Inequivalent quantizations of the three-particle Calogero model constructed by separation of variables

We quantize the 1-dimensional 3-body problem with harmonic and inverse square pair potential by separating the Schr\"odinger equation following the classic work of Calogero, but allowing all possible self-adjoint boundary conditions for the angular and radial Hamiltonians. The inverse square coupling constant is taken to be $g=2\nu (\nu-1)$ with ${1/2} <\nu< {3/2}$ and then the angular Hamiltonian is shown to admit a 2-parameter family of inequivalent quantizations compatible with the dihedral $D_6$ symmetry of its potential term $9 \nu (\nu -1)/\sin^2 3\phi$. These are parametrized by a matrix $U\in U(2)$ satisfying $\sigma_1 U \sigma_1 = U$, and in all cases we describe the qualitative features of the angular eigenvalues and classify the eigenstates under the $D_6$ symmetry and its $S_3$ subgroup generated by the particle exchanges.
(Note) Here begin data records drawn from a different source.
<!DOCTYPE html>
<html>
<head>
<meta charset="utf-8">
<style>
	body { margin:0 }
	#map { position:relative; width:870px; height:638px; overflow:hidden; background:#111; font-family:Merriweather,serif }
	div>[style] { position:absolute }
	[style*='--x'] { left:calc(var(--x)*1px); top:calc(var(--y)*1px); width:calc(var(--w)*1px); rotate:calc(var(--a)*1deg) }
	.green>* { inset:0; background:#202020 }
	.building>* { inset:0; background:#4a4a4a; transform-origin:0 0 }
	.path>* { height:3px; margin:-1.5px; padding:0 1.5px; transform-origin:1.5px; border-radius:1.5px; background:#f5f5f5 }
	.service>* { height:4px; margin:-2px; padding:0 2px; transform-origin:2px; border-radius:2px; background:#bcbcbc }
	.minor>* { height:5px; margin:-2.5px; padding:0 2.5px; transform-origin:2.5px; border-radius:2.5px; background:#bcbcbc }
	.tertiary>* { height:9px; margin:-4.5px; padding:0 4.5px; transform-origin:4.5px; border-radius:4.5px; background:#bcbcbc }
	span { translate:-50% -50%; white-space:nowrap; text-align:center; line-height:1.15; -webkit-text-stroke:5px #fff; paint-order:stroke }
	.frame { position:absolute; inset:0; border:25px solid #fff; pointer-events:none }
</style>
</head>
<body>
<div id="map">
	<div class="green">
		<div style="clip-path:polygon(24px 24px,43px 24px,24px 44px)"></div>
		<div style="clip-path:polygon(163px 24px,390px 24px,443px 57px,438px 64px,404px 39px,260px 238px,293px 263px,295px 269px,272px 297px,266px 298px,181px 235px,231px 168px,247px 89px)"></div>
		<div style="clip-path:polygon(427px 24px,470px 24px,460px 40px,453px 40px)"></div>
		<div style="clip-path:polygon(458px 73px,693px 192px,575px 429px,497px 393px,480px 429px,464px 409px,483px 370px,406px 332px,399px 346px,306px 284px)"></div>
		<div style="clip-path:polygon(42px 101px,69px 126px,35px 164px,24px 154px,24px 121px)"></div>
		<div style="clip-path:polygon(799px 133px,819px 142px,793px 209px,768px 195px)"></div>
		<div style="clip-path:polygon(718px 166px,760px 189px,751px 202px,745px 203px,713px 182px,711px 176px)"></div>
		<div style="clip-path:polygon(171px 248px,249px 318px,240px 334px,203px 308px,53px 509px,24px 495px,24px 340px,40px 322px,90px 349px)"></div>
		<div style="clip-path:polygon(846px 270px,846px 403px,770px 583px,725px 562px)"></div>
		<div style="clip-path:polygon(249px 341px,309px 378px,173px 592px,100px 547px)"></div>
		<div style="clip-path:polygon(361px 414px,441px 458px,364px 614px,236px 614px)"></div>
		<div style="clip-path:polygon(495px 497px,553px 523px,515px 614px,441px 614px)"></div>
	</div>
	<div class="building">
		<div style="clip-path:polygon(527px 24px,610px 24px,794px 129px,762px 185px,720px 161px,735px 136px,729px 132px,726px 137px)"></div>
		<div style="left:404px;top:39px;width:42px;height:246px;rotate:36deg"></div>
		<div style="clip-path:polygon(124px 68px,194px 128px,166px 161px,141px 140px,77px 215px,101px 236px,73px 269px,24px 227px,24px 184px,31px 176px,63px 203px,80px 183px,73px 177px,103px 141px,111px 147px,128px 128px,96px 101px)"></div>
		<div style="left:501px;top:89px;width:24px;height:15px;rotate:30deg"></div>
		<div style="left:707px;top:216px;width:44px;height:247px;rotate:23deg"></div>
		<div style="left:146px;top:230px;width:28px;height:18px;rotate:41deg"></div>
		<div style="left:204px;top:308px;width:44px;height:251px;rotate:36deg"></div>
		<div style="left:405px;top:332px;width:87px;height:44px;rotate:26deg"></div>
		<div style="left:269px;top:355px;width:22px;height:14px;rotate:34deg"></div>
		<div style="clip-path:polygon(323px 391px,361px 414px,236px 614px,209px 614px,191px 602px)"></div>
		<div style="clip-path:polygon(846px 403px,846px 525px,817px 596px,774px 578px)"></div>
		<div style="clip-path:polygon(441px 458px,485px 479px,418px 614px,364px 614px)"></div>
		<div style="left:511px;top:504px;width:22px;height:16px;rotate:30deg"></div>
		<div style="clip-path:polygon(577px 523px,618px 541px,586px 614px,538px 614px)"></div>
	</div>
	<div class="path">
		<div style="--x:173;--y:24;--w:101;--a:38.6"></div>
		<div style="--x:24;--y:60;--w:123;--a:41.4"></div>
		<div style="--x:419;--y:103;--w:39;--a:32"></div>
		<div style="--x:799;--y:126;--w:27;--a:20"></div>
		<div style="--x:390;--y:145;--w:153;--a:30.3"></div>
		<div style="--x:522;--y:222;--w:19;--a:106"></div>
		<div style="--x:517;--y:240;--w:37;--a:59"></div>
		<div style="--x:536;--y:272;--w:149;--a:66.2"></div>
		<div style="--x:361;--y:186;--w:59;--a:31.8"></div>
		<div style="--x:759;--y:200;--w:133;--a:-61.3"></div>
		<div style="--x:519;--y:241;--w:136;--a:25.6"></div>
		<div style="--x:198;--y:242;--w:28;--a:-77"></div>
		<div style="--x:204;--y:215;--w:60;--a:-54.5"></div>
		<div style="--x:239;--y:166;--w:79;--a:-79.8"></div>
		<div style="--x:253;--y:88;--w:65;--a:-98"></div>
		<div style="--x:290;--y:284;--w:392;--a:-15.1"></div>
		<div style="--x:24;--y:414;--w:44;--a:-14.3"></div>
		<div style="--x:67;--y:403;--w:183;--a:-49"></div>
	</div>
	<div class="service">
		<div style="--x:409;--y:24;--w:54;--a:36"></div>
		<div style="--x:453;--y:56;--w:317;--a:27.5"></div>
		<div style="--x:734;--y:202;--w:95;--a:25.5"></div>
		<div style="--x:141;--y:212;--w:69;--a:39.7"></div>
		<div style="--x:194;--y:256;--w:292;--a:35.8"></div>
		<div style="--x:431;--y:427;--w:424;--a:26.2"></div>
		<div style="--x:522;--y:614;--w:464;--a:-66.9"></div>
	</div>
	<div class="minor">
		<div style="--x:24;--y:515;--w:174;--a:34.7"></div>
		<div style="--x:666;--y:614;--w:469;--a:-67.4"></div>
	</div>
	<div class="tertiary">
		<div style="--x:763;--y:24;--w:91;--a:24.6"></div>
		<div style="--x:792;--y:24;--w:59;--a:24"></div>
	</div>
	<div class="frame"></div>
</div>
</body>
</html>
The angular eigenvalue $\lambda$ enters the radial Hamiltonian through the potential $(\lambda -{1/4})/r^2$ allowing a 1-parameter family of self-adjoint boundary conditions at $r=0$ if $\lambda <1$. For $0<\lambda<1$ our analysis of the radial Schr\"odinger equation is consistent with previous results on the possible energy spectra, while for $\lambda <0$ it shows that the energy is not bounded from below rejecting those $U$'s admitting such eigenvalues as physically impermissible. The permissible self-adjoint angular Hamiltonians include, for example, the cases $U=\pm {\bf 1}_2, \pm \sigma_1$, which are explicitly solvable and are presented in detail. The choice $U=-{\bf 1}_2$ reproduces Calogero's quantization, while for the choice $U=\sigma_1$ the system is smoothly connected to the harmonic oscillator in the limit $\nu \to 1$.